Chantrell Creek rings in Chinese New Year

Kindergarten students perform a dragon dance for Chinese New Year on Friday at Chantrell Creek Elementary. - Sarah Massah photo
Kindergarten students perform a dragon dance for Chinese New Year on Friday at Chantrell Creek Elementary.
— image credit: Sarah Massah photo

Chantrell Creek Elementary kicked off the Year of the Horse with a bang – and a dance or two.

Parents, teachers and students came together last week to transform the school into a sea of red and gold with Chinese New Year decorations hanging from the ceiling and intricate vests worn by kindergarten students.

“Moms and dads and volunteers all came together to do this,” school principal Deborah Thorvaldson said, noting 100 parent volunteers worked around the clock to cook up 4,000 dumplings for the event.

“We have more Mandarin families than ever, and we wanted to celebrate that and Chinese New Year.”

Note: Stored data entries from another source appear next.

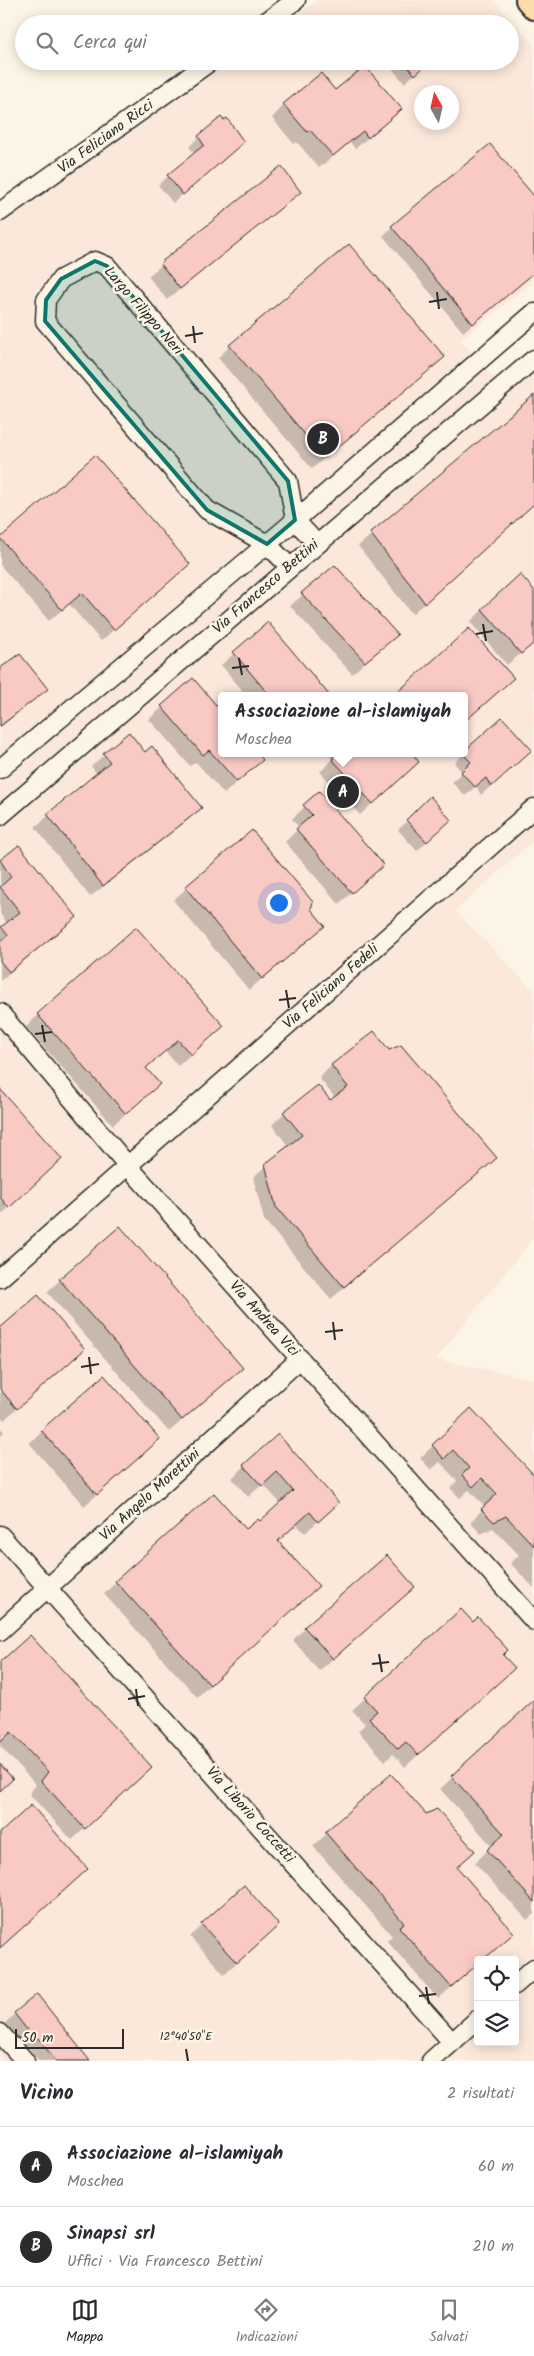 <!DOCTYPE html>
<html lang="it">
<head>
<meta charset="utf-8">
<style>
	:root { --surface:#fff; --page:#f7f7f7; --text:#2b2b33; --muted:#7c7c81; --line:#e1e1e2; --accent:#2b2b2b }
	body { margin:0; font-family:Kalam,sans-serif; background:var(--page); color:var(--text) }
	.controls { position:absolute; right:15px; bottom:15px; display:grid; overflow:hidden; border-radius:5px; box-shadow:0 2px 12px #0003 }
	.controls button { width:45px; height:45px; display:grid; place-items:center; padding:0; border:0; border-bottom:1px solid var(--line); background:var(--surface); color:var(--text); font:25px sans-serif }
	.compass { position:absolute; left:414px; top:85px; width:45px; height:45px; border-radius:50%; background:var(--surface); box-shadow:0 2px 12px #0003; rotate:352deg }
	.scale { position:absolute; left:15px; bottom:12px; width:109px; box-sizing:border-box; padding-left:5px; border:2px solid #2b2b2b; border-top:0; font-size:14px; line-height:18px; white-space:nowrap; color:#2b2b2b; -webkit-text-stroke:4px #fcf5e5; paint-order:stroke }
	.you { position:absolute; left:278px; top:902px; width:18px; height:18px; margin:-12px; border:4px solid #fff; border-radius:50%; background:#1a73e8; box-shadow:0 0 0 8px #1a73e833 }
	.badge { display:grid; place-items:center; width:32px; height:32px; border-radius:50%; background:var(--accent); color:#fff; font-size:16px; font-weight:700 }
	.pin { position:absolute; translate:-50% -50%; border:2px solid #fff; box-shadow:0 1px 5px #0006 }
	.popup { position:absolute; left:218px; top:692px; width:250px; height:65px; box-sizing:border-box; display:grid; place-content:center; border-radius:5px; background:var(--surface); filter:drop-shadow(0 1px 4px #0005); font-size:16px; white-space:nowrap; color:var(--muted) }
	.popup b { font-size:19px; color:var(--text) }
	.popup::after { content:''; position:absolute; left:50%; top:100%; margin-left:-10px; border:10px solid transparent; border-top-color:var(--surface) }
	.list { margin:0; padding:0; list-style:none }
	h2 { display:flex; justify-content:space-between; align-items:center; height:65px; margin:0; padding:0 20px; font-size:21px }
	h2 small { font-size:16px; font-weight:400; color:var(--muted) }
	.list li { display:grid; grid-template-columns:32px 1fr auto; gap:15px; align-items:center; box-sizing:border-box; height:80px; padding:0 20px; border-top:1px solid var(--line) }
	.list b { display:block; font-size:19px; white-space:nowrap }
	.list p { margin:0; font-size:16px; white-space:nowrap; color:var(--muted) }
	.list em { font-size:16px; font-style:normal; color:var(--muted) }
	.icon { flex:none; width:28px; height:28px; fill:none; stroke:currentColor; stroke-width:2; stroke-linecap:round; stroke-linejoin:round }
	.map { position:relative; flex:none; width:534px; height:2061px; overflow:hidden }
	.search { position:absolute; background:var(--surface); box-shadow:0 2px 12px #0003; left:15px; right:15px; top:15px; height:55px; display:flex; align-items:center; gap:12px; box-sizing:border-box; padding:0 18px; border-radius:28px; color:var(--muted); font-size:19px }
	.sheet { height:225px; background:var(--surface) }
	nav { display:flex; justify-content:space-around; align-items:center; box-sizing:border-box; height:70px; border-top:1px solid var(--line); background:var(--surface); font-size:14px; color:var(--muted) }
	nav a { display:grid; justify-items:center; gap:2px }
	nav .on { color:var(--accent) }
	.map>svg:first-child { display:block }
	.built { fill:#fbe8db; fill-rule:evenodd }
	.shadow { fill:#0003 }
	.building { fill:#f9c9c4; stroke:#2b2b2b }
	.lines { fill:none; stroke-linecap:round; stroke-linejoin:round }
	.minor-casing { stroke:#2b2b2b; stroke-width:21 }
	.major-casing { stroke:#2b2b2b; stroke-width:26 }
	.minor { stroke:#fcf5e5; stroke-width:18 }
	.major { stroke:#fddcac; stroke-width:22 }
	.marked { fill:#0f766e; fill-opacity:0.2; stroke:#0f766e; stroke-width:4; stroke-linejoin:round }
	.ticks { fill:none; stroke:#2b2b2b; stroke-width:2 }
	.labels { text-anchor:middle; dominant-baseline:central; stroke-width:5; stroke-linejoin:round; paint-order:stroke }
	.street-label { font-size:15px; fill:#2b2b2b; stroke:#fcf5e5 }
	.ticks-label { font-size:12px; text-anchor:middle; fill:#2b2b2b; stroke:#fcf5e5; stroke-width:5; stroke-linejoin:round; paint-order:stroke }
</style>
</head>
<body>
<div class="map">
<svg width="534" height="2061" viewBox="0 0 534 2061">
	<rect width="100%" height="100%" fill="#fcf5e5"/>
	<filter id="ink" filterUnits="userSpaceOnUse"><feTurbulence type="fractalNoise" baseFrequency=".02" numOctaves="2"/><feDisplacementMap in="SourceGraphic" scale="10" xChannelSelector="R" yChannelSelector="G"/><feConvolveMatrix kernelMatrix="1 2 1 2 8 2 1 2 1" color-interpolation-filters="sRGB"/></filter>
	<g filter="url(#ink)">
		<path class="built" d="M318 0H493L534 44V281L461 340 508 394 534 374V840L456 911 534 991V1237L436 1359 534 1379V2061H0V209L225 61H510V24H282ZM422 92H452V122H422ZM222 696H464V753H222ZM478 1960H515V2042H478Z"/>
		<path class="shadow" d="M417 16 423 24H408Z
			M386 61H431L404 83Z
			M335 92 400 109 355 149 350 142 319 168 297 142 294 144 272 118 284 105Z
			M199 137 243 142 173 203 158 185 195 154 189 147Z
			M280 168 299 192 167 300 148 276Z
			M534 198V273L463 332 383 236 392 227Z
			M230 346 443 357 312 469 218 358Z
			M531 400 534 403V504L412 614 358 546Z
			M95 457 188 564 101 641 69 604 49 621 0 565V539Z
			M335 567 396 635 352 674 290 606Z
			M534 592V643L507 665 470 622 483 609Z
			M268 624 322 696H247L221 665Z
			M0 670 46 689 0 728Z
			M193 680 222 753 261 760 224 794 196 762 190 766 149 719Z
			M129 734 144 754 200 808 188 820 90 897 35 827 97 774 91 766Z
			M329 753H410L405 774 360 815 320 772 332 760Z
			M463 754 521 760 481 795 476 786 465 796 452 782 462 772 454 763Z
			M319 793 382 865 339 904 285 842 299 828 292 819Z
			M430 798 440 829 417 851 398 830Z
			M252 832 324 926 249 990 173 900Z
			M19 847 76 917 0 981V930L8 924 0 914V862Z
			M38 1015 222 1026 178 1066 165 1051 145 1069 146 1096 113 1125 26 1027Z
			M389 1052 495 1158 331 1299 264 1220 253 1177 289 1147 272 1125 284 1113 330 1102 335 1098 319 1078 332 1065Z
			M0 1091 48 1171 0 1216Z
			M60 1280 242 1368 169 1432 47 1292Z
			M0 1330 84 1349 4 1420 0 1416Z
			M104 1377 159 1439 84 1506 29 1443Z
			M471 1410 534 1477V1588L510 1563 519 1555 493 1528 481 1534 470 1522 485 1507 469 1490 460 1498 450 1488 457 1481 440 1462 431 1470 420 1458Z
			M0 1427 4 1432 0 1436Z
			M278 1436 325 1515 305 1533 296 1524 277 1542 304 1599 197 1697 104 1594 116 1582 246 1531 260 1523 281 1504 263 1484 248 1497 232 1478Z
			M401 1599 319 1671 293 1640 305 1628Z
			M461 1611 501 1656 500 1680 405 1767 393 1754 385 1761 358 1731 365 1724 352 1710Z
			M0 1664 138 1780 72 1840 29 1794 36 1785 0 1746Z
			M534 1702V1914L527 1920 475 1863 492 1846 440 1789Z
			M391 1776 456 1868 478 1960V1964L438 1999 387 1941 392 1936 313 1846Z
			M202 1925 265 1937 224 1974 190 1937Z
			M37 1996 82 2061H39L28 2047 25 2049 5 2023Z"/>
		<path class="building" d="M403 61H431L415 75Z
			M365 66 402 109 368 138 363 131 333 156 310 130 307 132 283 104 321 73 335 90Z
			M221 117 224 120 227 118 244 142 183 195 167 175 204 145 198 136Z
			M490 144 534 196V273L473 324 391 226Z
			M281 166 301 192 180 289 160 263Z
			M349 244 445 357 325 458 229 345Z
			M534 395V504L425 603 370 533Z
			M95 455 190 564 114 630 82 593 62 610 0 538Z
			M335 565 398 635 365 662 301 593Z
			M520 574 534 590V643L521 654 482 609Z
			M268 622 330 696H270L233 652Z
			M469 628 514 678 464 722V696H393Z
			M20 654 48 689 0 726V668Z
			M193 678 222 712V753H258L263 760 237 782 209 750 203 755 161 706Z
			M502 717 532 750 491 787 486 778 475 787 461 772 471 762 462 753Z
			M129 732 145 752 152 746 202 808 103 886 47 814 110 762 103 753Z
			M338 753H412L419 762 373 804 332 759Z
			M319 791 384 865 352 893 296 829 312 815 303 805Z
			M430 796 451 820 427 842 406 820Z
			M252 830 313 902 311 909 325 926 262 979 185 887Z
			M19 845 77 917 9 972 0 961V941L8 935 1 927 20 912 0 887 11 877 0 860Z
			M136 927 224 1026 191 1055 178 1040 146 1068 160 1084 126 1114 37 1014Z
			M374 1031 389 1050 401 1045 497 1158 344 1287 276 1207 265 1164 302 1135 283 1112 318 1085 330 1100 348 1087 331 1065Z
			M0 1089 62 1159 9 1208 0 1197Z
			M120 1226 243 1368 182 1420 59 1279Z
			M38 1295 85 1349 17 1409 0 1389V1328Z
			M104 1375 160 1439 97 1495 41 1430Z
			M471 1408 534 1475V1546L506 1516 494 1522 481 1509 497 1494 482 1478 473 1487 462 1475 469 1468 453 1450 444 1459 432 1445Z
			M278 1434 339 1503 318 1522 310 1512 278 1541 319 1586 210 1685 115 1581 214 1493 246 1529 258 1519 260 1521 293 1491 277 1472 262 1486 243 1465Z
			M387 1555 415 1587 333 1659 304 1627Z
			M461 1609 473 1622 478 1617 508 1650 503 1655 515 1668 418 1755 406 1742 398 1749 369 1718 377 1711 364 1697Z
			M30 1635 152 1767 85 1829 41 1781 48 1772 11 1732 0 1743V1662Z
			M534 1700V1902L487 1850 504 1834 451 1776Z
			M0 1764 13 1779 0 1791Z
			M391 1774 426 1814 437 1809 475 1851 457 1867 514 1933 483 1960H478V1964L451 1987 399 1927 404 1923 325 1832Z
			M31 1805 88 1869 0 1948V1833Z
			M244 1885 279 1925 237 1963 201 1924Z
			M37 1994 90 2061H56L38 2038 35 2040 14 2013Z"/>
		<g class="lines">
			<defs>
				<path id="minor" d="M263 24 296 0
					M0 212 211 61
					M290 567 267 544 207 510 45 321 46 300 61 279 95 261 107 266 288 481 295 520 317 544
					M0 769 285 529 534 313
					M0 816 534 359
					M0 1013 128 1166 534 1621
					M0 1278 534 808
					M0 1535 452 2042
					M0 1631 300 1359
					M515 1985 534 1968
					M0 2033 25 2061
					M431 2061 478 2019"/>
				<path id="major" d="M527 0 534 8"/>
			</defs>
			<use href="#minor" class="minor-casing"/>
			<use href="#major" class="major-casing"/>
			<use href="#minor" class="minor"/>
			<use href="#major" class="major"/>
		</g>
	</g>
	<path class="marked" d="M95 261 107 266 288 481 295 520 267 544 207 510 45 321 46 300 61 279Z"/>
	<path class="ticks" d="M437 292 439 309M429 302 447 299M193 326 195 343M185 336 203 333M483 624 486 641M476 634 493 631M239 658 242 675M232 668 249 666M286 990 289 1008M279 1000 296 998M42 1025 45 1042M35 1034 52 1032M333 1322 335 1340M325 1332 343 1330M89 1357 91 1374M81 1367 99 1364M379 1654 382 1672M372 1664 389 1662M136 1689 138 1706M128 1699 145 1696M426 1987 429 2004M419 1996 436 1994M186 2049 188 2061"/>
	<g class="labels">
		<g class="street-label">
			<text transform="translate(106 137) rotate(-36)">Via Feliciano Ricci</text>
			<text transform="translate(143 311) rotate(49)">Largo Filippo Neri</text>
			<text transform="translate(266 587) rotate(-41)">Via Francesco Bettini</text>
			<text transform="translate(331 987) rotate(-41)">Via Feliciano Fedeli</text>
			<text transform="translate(264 1319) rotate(48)">Via Andrea Vici</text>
			<text transform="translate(150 1495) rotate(-42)">Via Angelo Morettini</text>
			<text transform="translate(250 1815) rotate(48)">Via Liborio Coccetti</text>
		</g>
	</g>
	<g class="ticks-label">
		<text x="186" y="2040">12°40'50"E</text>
	</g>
</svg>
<div class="controls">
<button><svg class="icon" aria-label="locate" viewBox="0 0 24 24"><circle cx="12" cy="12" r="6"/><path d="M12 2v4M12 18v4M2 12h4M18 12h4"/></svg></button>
<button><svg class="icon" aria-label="layers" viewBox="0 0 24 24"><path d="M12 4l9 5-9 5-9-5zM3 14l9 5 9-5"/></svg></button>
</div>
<svg class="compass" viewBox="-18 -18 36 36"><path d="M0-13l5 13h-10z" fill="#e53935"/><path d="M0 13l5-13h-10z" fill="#7c7c81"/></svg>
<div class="scale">50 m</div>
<div class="you"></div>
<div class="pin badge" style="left:343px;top:792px">A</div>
<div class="popup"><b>Associazione al-islamiyah</b>Moschea</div>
<div class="pin badge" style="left:323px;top:439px">B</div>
<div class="search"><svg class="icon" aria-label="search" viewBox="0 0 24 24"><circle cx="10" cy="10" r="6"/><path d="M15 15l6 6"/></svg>Cerca qui</div>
</div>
<section class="sheet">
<h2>Vicino<small>2 risultati</small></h2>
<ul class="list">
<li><span class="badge">A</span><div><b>Associazione al-islamiyah</b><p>Moschea</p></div><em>60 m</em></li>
<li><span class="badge">B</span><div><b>Sinapsi srl</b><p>Uffici · Via Francesco Bettini</p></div><em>210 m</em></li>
</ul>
</section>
<nav>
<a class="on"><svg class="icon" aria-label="map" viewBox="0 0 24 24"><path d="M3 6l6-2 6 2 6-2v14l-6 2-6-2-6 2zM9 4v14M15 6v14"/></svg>Mappa</a>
<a><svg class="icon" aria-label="directions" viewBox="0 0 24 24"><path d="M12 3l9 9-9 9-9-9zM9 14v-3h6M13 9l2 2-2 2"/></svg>Indicazioni</a>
<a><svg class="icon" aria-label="saved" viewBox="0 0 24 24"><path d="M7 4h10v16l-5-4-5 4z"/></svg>Salvati</a>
</nav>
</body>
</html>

A loud gong strike Friday afternoon signaled the start of the school’s assembly, which began with the kindergarten students’ dragon dance. A deep and steady drum beat echoed off the walls of the gymnasium as the students performed the dance carrying a handmade dragon over their heads.

“We’re creating magic,” Thorvaldson said. “I think what is so special is that we’re coming together as one to celebrate a different culture, and we’re just so enriched by having the Mandarin families with us.

“Everyone came out for the assembly.”

Individual student performances followed with the Grade 7 students closing the assembly with a lively lion dance.

The packed gymnasium erupted with applause as the students jumped up on crates and danced to the beat of the drums.

Parent volunteer Dean Donnelly – dubbed the “dragon man” – said that the Chinese New Year was the perfect way to incorporate multiculturalism into the students’ learning at a young age.

He noted that many of the parents have been looking for a way to get involved and the Chinese New Year festivities created an opportunity to do so.

“These parents want to help out and get involved, they just don’t know how. So that was our main goal,” he said.

“We’ve got an increasing population from Asia and this is the way we can get them really involved.”